Immediately the Director of Prosecutions rose to his feet. ‘Your Honour, I give notice of appeal against…’

But already the evil snake has slithered behind the Director of Prosecutions. ‘Look out!’ we all shouted. ‘Behind you!’ But we were too late. The snake had already sunk his fangs into the ear of the hapless Director of Prosecutions.’

‘Correction, Your Honour,’ squealed the Director of Prosecutions, ‘I give notice that the state will not appeal, and may I congratulate you on your excellent judgment!’

‘Stand up Sir Dread Membo!’ ordered the clerk of the court.

‘Hooray!’ we all cheered.

‘Sir Dread Membo,’ said the magistrate grimly. ‘You have been charged with contempt of court, in that you wrote an editorial explaining why both evidence and law pointed clearly to the guilt of King Kafupi in stealing toys from Father Christmas.’

‘And I was right,’ said Sir Dread.

‘That’s the problem,’ sighed the magistrate sadly. ‘It is against the law for a newspaper to influence a magistrate! That was why I had to find Kafupi innocent, just to show that I hadn’t been influenced by your explanation of his guilt!’

‘Then the error was yours and not mine,’ said Sir Dread.
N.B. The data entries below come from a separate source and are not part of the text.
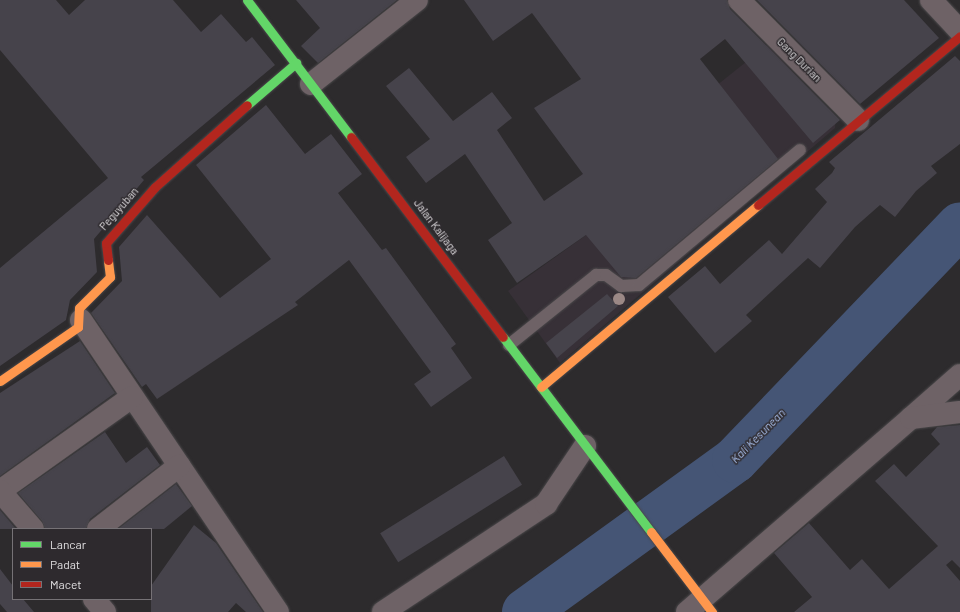 <!DOCTYPE html>
<style>
body{margin:0}
#map{position:relative;width:960px;height:612px;overflow:hidden;background:#2d2b2d;font-family:Barlow,sans-serif}
div>[style]{position:absolute}
.built>*{inset:0;background:#373037}
.river>*{height:46px;margin:-23px;padding:0 23px;transform-origin:23px;border-radius:23px;background:#455575}
.building>*{inset:0;background:#46434b;transform-origin:0 0}
.roads{filter:drop-shadow(0 0 1px #4a484a) drop-shadow(0 0 1px #4a484a)}
.lane>*{height:12px;margin:-6px;padding:0 6px;transform-origin:6px;border-radius:6px;background:#6e6266}
.street>*{height:22px;margin:-11px;padding:0 11px;transform-origin:11px;border-radius:11px;background:#6e6266}
.fast>*{height:9px;margin:-4.5px;padding:0 4.5px;transform-origin:4.5px;border-radius:4.5px;background:#63d668}
.slow>*{height:9px;margin:-4.5px;padding:0 4.5px;transform-origin:4.5px;border-radius:4.5px;background:#ff974d}
.jam>*{height:9px;margin:-4.5px;padding:0 4.5px;transform-origin:4.5px;border-radius:4.5px;background:#b3261e}
.trees>*{width:12px;height:12px;margin:-6px;border-radius:50%;background:#9b8886}
span{translate:-50% -50%;white-space:nowrap;text-align:center;line-height:1.15;-webkit-text-stroke:3px #2e2a2e;paint-order:stroke}
.street-label{font-size:11px;color:#e1dfe1}
.water-label{font-size:12px;color:#afc8f8;font-style:italic}
.legend{position:absolute;left:12px;top:528px;width:140px;height:72px;box-sizing:border-box;background:#2e2a2e;border:1px solid #767276;margin:0;padding:5px 7px;list-style:none;font-size:12px;color:#e1dfe1}
.legend li{display:flex;align-items:center;gap:8px;height:20px}
.legend b{width:20px;border:1px solid #767276}
</style>
<div id="map">
<div class="built">
<i style="clip-path:polygon(767px 45px,836px 118px,835px 128px,560px 363px,508px 291px,610px 218px,581px 175px,716px 86px)"></i>
</div>
<div class="river">
<i style="left:525px;top:612px;width:259px;rotate:-35.9deg"></i>
<i style="left:735px;top:460px;width:325px;rotate:-46.2deg"></i>
</div>
<div class="building">
<i style="clip-path:polygon(0 0,56px 0,69px 15px,85px 0,173px 0,201px 32px,221px 14px,246px 42px,252px 37px,275px 65px,141px 177px,144px 180px,94px 239px,97px 272px,70px 300px,66px 320px,0 366px,0 268px,108px 178px,0 50px)"></i>
<i style="clip-path:polygon(296px 0,397px 0,318px 63px,301px 46px,320px 28px)"></i>
<i style="clip-path:polygon(464px 0,727px 0,730px 9px,840px 120px,813px 143px,725px 39px,700px 59px,778px 159px,636px 278px,621px 277px,586px 235px,517px 283px,488px 240px,512px 223px,465px 154px,426px 183px,406px 157px,430px 139px,386px 86px,409px 68px,453px 121px,492px 92px,512px 118px,497px 130px,544px 201px,583px 174px,534px 108px,581px 79px,532px 13px,493px 41px)"></i>
<i style="clip-path:polygon(757px 0,904px 0,939px 38px,860px 104px)"></i>
<i style="clip-path:polygon(955px 56px,960px 61px,960px 144px,931px 166px,937px 173px,916px 191px,895px 217px,880px 205px,855px 227px,820px 268px,808px 258px,746px 315px,752px 321px,715px 353px,668px 297px,705px 266px,720px 284px,769px 240px,782px 254px,827px 202px,815px 189px,832px 173px,835px 168px,829px 162px)"></i>
<i style="clip-path:polygon(266px 105px,305px 154px,331px 134px,362px 174px,338px 193px,382px 250px,386px 248px,456px 344px,451px 348px,472px 378px,431px 407px,414px 384px,431px 372px,349px 260px,295px 302px,298px 305px,157px 399px,146px 384px,142px 387px,91px 313px,122px 281px,119px 247px,147px 215px,220px 298px,271px 259px,196px 165px)"></i>
<i style="clip-path:polygon(607px 294px,618px 306px,557px 358px,546px 343px)"></i>
<i style="clip-path:polygon(80px 341px,115px 393px,0 476px,0 393px)"></i>
<i style="clip-path:polygon(960px 425px,960px 568px,952px 560px,946px 565px,960px 581px,960px 612px,794px 612px,812px 597px,774px 553px,809px 523px,850px 570px,862px 559px,889px 589px,938px 546px,875px 481px,894px 464px,906px 477px,940px 444px,931px 434px,937px 427px)"></i>
<i style="clip-path:polygon(105px 432px,126px 463px,147px 447px,160px 465px,90px 519px,86px 529px,45px 529px,42px 521px,18px 493px)"></i>
<i style="left:504px;top:456px;width:34px;height:146px;rotate:58deg"></i>
<i style="clip-path:polygon(176px 484px,192px 506px,164px 529px,118px 529px)"></i>
<i style="clip-path:polygon(0 510px,16px 529px,0 529px)"></i>
<i style="clip-path:polygon(194px 525px,216px 543px,263px 612px,246px 612px,236px 603px,228px 612px,151px 612px,151px 586px)"></i>
<i style="clip-path:polygon(0 569px,13px 586px,13px 599px,23px 599px,34px 612px,7px 612px,0 604px)"></i>
</div>
<div class="roads">
<div class="lane">
<i style="left:509px;top:345px;width:112px;rotate:-38.8deg"></i>
<i style="left:596px;top:275px;width:10px"></i>
<i style="left:606px;top:275px;width:19px;rotate:36deg"></i>
<i style="left:621px;top:286px;width:18px;rotate:-3deg"></i>
<i style="left:639px;top:285px;width:210px;rotate:-40deg"></i>
</div>
<div class="street">
<i style="left:739px;top:0;width:169px;rotate:45.2deg"></i>
<i style="left:931px;top:0;width:42px;rotate:46.9deg"></i>
<i style="left:311px;top:84px;width:135px;rotate:-38.4deg"></i>
<i style="left:81px;top:320px;width:352px;rotate:56deg"></i>
<i style="left:911px;top:418px;width:65px;rotate:-41.3deg"></i>
<i style="left:0;top:491px;width:162px;rotate:-35.5deg"></i>
<i style="left:0;top:491px;width:50px;rotate:49deg"></i>
<i style="left:98px;top:529px;width:103px;rotate:-37.9deg"></i>
<i style="left:94px;top:599px;width:17px;rotate:50deg"></i>
<i style="left:383px;top:612px;width:196px;rotate:-33.5deg"></i>
<i style="left:546px;top:504px;width:70px;rotate:-56.1deg"></i>
<i style="left:687px;top:612px;width:296px;rotate:-40.9deg"></i>
<i style="left:911px;top:418px;width:49px;rotate:-7deg"></i>
</div>
<div class="fast">
<i style="left:247px;top:0;width:172px;rotate:52.8deg"></i>
<i style="left:247px;top:105px;width:65px;rotate:-40.6deg"></i>
<i style="left:503px;top:337px;width:245px;rotate:52.8deg"></i>
</div>
<div class="slow">
<i style="left:0;top:381px;width:95px;rotate:-34.7deg"></i>
<i style="left:78px;top:327px;width:19px;rotate:-87deg"></i>
<i style="left:79px;top:308px;width:44px;rotate:-45deg"></i>
<i style="left:110px;top:277px;width:17px;rotate:-97deg"></i>
<i style="left:541px;top:387px;width:283px;rotate:-40deg"></i>
<i style="left:651px;top:532px;width:101px;rotate:52.7deg"></i>
</div>
<div class="jam">
<i style="left:351px;top:137px;width:251px;rotate:52.8deg"></i>
<i style="left:758px;top:205px;width:263px;rotate:-39.9deg"></i>
<i style="left:108px;top:260px;width:17px;rotate:-97deg"></i>
<i style="left:106px;top:243px;width:74px;rotate:-48.8deg"></i>
<i style="left:155px;top:187px;width:123px;rotate:-41.7deg"></i>
</div>
</div>
<div class="trees">
<i style="left:619px;top:299px"></i>
</div>
<div class="street-label">
<span style="left:799px;top:60px;rotate:45deg">Gang Durian</span>
<span style="left:119px;top:209px;rotate:-49deg">Peguyuban</span>
<span style="left:436px;top:227px;rotate:53deg">Jalan Kalijaga</span>
</div>
<div class="water-label">
<span style="left:758px;top:436px;rotate:-45deg">Kali Kesunean</span>
</div>
<ul class="legend">
<li><b style="height:5px;background:#63d668"></b>Lancar</li>
<li><b style="height:5px;background:#ff974d"></b>Padat</li>
<li><b style="height:5px;background:#b3261e"></b>Macet</li>
</ul>
</div>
But the dreaded snake was rising up behind the magistrate’s ear. ‘Behind you!’ we all shouted. Too late! The magistrate’s ear was already full of the snake’s poison!

‘The magistrate’s voice now changed to a very severe tone. ‘Dread Membo, you are also charged with the further offence of assuming the position of editor without having been appointed by the Minister of Injustice.’

‘There is no such requirement in law,’ said Sir Dread, calmly.

‘Quite right,’ said the magistrate. ‘Therefore this farce has been extended for another episode. So come back next Christmas, after we’ve changed the law, and then we’ll find you guilty!’

‘Booo!’ we all shouted.

‘Don’t worry,’ Sara laughed as we walked out of the theatre, ‘we’re going to change the cast long before the next episode!’